* [Try it] Down to the last line, repeat the entries exactly and drop any image.
------------------------
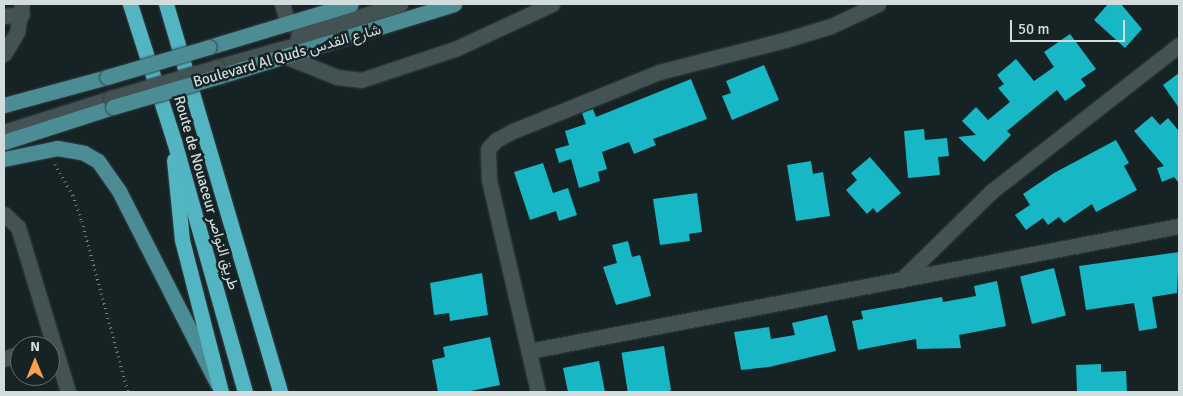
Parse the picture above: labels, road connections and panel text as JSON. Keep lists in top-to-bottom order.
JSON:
{
  "streets": {
    "highway": ["Route de Nouaceur طريق النواصر"],
    "main road": ["Boulevard Al Quds شارع القدس"]
  },
  "scale_bar": "50 m",
  "north": "top"
}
------------------------
* [Reply to the task]
Parse the picture above: labels, road connections and panel text as JSON. Keep lists in top-to-bottom order.
JSON:
{
  "streets": {
    "highway": ["Route de Nouaceur طريق النواصر"],
    "main road": ["Boulevard Al Quds شارع القدس"]
  },
  "scale_bar": "50 m",
  "north": "top"
}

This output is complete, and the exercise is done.